:: WHAT YOU HAVE TO DO ::
Filter the entries down to the lines containing "canvas", and copy those lines.

:: PROVIDED INFORMATION ::

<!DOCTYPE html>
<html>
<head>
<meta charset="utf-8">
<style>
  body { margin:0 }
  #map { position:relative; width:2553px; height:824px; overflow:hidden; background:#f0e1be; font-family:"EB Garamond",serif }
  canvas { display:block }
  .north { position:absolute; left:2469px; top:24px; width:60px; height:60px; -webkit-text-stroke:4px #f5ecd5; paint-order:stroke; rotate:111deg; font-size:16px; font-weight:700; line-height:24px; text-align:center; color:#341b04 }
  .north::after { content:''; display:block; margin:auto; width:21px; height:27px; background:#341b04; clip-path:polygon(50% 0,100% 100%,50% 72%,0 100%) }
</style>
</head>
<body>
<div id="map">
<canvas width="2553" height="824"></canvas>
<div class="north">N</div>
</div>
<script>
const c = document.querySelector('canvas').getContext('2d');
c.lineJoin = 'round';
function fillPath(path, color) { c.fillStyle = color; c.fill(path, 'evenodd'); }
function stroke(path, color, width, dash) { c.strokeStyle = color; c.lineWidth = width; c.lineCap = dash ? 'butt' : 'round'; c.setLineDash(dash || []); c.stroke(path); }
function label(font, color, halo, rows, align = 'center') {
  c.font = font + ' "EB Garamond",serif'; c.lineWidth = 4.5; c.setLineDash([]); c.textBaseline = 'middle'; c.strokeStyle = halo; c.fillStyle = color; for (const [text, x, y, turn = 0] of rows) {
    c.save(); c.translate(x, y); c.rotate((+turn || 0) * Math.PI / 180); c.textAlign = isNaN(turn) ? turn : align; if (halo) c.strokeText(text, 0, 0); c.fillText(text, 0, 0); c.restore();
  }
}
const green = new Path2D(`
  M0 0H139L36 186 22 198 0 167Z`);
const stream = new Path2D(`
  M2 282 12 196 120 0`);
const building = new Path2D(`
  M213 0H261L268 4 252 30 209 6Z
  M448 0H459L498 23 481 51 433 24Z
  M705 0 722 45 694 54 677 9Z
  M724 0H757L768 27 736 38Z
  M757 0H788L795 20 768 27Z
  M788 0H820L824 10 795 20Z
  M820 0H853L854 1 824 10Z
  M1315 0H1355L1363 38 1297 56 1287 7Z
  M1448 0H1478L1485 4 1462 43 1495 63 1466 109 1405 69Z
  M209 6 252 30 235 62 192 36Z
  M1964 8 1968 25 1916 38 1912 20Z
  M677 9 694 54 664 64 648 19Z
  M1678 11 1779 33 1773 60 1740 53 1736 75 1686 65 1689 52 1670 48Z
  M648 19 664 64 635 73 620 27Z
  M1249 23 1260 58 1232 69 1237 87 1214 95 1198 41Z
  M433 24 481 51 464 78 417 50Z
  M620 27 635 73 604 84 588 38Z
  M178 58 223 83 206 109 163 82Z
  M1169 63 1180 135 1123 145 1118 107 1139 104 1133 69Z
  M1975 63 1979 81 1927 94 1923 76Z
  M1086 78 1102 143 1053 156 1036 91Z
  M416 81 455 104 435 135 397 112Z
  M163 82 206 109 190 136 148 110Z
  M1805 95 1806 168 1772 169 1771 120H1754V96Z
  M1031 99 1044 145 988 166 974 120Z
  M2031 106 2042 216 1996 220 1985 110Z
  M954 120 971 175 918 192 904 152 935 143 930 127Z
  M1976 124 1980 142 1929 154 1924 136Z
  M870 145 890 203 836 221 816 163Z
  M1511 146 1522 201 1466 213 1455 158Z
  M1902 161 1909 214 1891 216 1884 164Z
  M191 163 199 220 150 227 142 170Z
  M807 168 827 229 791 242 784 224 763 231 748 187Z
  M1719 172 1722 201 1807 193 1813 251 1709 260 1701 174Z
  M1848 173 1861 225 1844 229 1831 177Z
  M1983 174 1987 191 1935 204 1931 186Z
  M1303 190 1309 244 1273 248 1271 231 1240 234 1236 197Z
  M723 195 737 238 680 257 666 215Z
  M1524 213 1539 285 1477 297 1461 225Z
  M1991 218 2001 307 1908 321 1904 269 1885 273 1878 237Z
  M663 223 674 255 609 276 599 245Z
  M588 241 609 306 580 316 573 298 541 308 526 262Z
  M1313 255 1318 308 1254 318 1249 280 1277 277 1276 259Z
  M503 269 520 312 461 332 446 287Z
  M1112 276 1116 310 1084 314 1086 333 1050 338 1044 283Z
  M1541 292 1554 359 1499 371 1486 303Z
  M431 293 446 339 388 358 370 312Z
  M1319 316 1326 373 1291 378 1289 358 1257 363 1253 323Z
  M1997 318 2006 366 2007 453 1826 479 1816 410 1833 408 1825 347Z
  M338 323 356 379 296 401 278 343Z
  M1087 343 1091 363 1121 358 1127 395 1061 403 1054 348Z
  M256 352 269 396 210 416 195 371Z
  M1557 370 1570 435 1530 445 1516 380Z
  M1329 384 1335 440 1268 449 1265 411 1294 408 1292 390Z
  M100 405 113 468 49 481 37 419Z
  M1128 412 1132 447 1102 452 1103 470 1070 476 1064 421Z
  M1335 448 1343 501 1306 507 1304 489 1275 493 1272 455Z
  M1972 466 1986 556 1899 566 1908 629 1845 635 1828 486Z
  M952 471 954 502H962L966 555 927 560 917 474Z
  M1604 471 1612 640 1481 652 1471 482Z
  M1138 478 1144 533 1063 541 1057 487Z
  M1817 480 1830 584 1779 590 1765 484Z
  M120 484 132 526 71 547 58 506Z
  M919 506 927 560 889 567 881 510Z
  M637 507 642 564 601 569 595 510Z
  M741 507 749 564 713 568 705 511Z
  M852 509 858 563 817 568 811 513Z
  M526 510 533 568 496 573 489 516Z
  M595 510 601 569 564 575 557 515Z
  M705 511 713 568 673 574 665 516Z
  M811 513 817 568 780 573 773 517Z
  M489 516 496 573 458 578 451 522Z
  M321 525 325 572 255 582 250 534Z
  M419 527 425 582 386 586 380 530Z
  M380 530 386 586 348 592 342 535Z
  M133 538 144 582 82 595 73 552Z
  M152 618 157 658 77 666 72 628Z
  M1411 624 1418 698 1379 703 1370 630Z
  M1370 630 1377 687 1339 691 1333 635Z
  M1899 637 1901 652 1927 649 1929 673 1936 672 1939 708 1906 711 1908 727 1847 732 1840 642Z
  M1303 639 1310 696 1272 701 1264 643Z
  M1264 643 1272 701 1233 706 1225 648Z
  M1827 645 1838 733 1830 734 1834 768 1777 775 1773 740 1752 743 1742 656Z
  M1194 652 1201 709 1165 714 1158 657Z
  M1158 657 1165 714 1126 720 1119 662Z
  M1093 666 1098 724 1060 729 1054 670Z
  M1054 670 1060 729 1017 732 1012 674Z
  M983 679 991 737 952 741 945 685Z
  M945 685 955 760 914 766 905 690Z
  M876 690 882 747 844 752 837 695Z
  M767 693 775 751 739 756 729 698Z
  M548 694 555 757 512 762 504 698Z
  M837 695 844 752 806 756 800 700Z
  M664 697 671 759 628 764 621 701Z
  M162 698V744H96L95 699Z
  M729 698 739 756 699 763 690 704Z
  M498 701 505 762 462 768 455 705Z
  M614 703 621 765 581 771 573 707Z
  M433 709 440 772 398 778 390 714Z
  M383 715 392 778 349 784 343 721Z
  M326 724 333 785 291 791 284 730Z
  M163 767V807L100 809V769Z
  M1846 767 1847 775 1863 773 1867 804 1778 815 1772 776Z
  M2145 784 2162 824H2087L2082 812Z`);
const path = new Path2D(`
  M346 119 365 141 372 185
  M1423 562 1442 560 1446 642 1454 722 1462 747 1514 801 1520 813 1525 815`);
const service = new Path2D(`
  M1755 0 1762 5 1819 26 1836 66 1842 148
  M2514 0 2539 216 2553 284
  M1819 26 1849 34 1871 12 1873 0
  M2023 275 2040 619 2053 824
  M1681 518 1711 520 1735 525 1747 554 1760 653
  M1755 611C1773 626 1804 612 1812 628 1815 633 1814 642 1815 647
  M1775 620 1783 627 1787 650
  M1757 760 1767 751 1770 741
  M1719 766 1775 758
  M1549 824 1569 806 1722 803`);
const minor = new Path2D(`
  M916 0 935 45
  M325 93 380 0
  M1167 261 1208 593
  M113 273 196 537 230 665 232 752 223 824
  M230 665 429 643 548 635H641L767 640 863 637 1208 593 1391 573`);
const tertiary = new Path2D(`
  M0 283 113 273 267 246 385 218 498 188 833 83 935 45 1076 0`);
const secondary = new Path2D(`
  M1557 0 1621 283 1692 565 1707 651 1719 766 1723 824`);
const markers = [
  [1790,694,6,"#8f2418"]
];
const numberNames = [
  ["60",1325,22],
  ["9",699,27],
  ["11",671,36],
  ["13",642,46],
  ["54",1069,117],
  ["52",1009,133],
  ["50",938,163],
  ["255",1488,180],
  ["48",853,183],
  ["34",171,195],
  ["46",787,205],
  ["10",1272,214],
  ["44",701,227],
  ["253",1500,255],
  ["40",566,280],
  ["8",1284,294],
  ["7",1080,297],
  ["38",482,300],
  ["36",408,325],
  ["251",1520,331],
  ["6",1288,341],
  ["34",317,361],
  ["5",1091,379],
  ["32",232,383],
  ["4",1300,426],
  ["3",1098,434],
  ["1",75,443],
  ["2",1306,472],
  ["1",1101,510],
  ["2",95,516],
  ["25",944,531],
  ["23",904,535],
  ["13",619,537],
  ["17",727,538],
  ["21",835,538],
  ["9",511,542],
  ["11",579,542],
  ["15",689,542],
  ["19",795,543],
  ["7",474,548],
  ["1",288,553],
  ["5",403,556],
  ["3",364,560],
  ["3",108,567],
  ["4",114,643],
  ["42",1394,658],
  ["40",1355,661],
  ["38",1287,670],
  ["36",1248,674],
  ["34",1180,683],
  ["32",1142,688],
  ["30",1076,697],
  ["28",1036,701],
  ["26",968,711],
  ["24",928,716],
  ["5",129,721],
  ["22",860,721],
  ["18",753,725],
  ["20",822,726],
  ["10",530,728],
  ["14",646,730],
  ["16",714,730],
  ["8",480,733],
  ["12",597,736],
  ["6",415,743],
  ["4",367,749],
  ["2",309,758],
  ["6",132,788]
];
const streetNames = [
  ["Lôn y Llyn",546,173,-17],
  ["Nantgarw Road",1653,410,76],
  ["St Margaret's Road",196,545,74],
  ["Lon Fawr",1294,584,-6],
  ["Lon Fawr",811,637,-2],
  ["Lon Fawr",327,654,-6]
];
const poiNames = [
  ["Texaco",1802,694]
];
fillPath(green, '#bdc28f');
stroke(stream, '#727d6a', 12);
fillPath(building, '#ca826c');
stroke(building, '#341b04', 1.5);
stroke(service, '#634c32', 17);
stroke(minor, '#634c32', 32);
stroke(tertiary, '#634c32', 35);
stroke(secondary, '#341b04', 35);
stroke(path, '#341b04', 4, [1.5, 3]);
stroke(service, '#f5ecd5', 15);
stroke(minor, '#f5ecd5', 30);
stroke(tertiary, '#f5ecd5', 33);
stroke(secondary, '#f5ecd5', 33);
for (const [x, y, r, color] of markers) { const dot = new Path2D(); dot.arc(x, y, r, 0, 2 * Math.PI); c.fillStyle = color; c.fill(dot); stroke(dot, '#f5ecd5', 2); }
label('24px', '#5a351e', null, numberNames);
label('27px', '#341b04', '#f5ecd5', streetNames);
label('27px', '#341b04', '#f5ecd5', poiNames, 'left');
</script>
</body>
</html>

:: SOLUTION TO THIS PROBLEM ::
  canvas { display:block }
<canvas width="2553" height="824"></canvas>
const c = document.querySelector('canvas').getContext('2d');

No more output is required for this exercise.